C’est entre Herstal et Liège que Michel Regnier passe toute sa jeunesse et les premières années de sa vie professionnelle. Très marqué par les journées de la Libération et par la présence des soldats américains dans la Cité Ardente, le jeune étudiant de l’Athénée de Herstal ne reste pas sans réaction quand un de ses professeurs expriment des idées communistes lors d’un discours du 11 novembre. L’affaire fit grand bruit, car les critiques du jeune homme et de ses amis lui valent d’être expulsé de l’Athénée ; la réaction des parents fait l’objet d’interpellations à la Chambre, et finalement le professeur est révoqué et le préfet déplacé en province de Luxembourg... Quant au jeune Regnier, il termine ses humanités à l’Athénée de Liège, avant de se faire un nom, sous le pseudonyme de Greg, dans le monde de la bande dessinée, essentiellement comme scénariste.

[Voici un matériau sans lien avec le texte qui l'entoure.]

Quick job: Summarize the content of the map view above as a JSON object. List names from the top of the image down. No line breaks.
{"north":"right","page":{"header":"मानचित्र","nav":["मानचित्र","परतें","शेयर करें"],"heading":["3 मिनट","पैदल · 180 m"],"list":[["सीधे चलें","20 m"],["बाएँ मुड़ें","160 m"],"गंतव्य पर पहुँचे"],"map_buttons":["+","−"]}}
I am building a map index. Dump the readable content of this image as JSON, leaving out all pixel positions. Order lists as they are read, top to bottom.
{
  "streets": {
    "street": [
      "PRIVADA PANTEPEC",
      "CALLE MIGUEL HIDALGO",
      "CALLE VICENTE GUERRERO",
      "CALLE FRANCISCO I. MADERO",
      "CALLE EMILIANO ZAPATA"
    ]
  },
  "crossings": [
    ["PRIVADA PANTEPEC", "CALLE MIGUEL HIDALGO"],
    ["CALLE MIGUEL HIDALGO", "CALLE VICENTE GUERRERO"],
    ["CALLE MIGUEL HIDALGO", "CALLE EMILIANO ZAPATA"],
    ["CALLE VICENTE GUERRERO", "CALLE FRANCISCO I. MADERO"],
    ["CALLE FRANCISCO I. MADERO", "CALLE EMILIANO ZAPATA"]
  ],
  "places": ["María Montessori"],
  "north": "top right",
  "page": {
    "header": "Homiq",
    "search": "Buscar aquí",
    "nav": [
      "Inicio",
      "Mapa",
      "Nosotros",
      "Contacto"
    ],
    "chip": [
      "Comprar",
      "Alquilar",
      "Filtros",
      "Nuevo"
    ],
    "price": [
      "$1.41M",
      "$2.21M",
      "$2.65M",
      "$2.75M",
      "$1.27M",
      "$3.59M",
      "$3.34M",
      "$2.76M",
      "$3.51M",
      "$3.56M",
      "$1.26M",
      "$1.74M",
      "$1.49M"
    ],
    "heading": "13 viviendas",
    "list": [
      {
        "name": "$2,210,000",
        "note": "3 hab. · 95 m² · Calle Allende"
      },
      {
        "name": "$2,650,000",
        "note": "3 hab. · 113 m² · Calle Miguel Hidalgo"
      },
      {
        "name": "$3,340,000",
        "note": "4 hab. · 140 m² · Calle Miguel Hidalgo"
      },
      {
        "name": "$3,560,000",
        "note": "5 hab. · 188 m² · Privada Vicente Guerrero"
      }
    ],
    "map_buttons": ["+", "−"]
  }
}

À seize ans déjà, il dessine les mésaventures humoristiques de Nestor et Boniface (sans lien avec ses propres aléas scolaires) qui paraissent dans les pages de Vers l’Avenir. Remarqué par Franquin qui le prend sous son aile au début des années 1950, Michel Regnier tente de créer son propre journal, Paddy, qui ne connaît que quelques numéros en 1954/5. Glissant des planches à Héroïc Album et chez Spirou, il fournit surtout des dizaines de scénarios à Franquin pour la série Modeste et Pompon et signe Michel Denys aux éditions du Lombard « Les aventures du chat », un faux Batman : l’influence américaine reste présente ; d’ailleurs, le pseudonyme qu’il se construit alors veut sonner « américain ». En 1958, il travaille avec Hergé sur deux projets destinés à relancer les aventures du célèbre reporter, mais le père de Tintin ne retient pas les scénarios. Après avoir donné une nouvelle vie aux Zig et Puce créés par Alain Saint-Ogan (au début des années ’60), sans grand succès, Greg fait naître sous son crayon, en 1963, le personnage d’Achille Talon. Cette série où les phylactères deviennent plus gros que le dessin paraît dans les pages du journal Pilote, paradoxalement dans un autre magazine que le sien. Le succès de Greg ne va plus se démentir.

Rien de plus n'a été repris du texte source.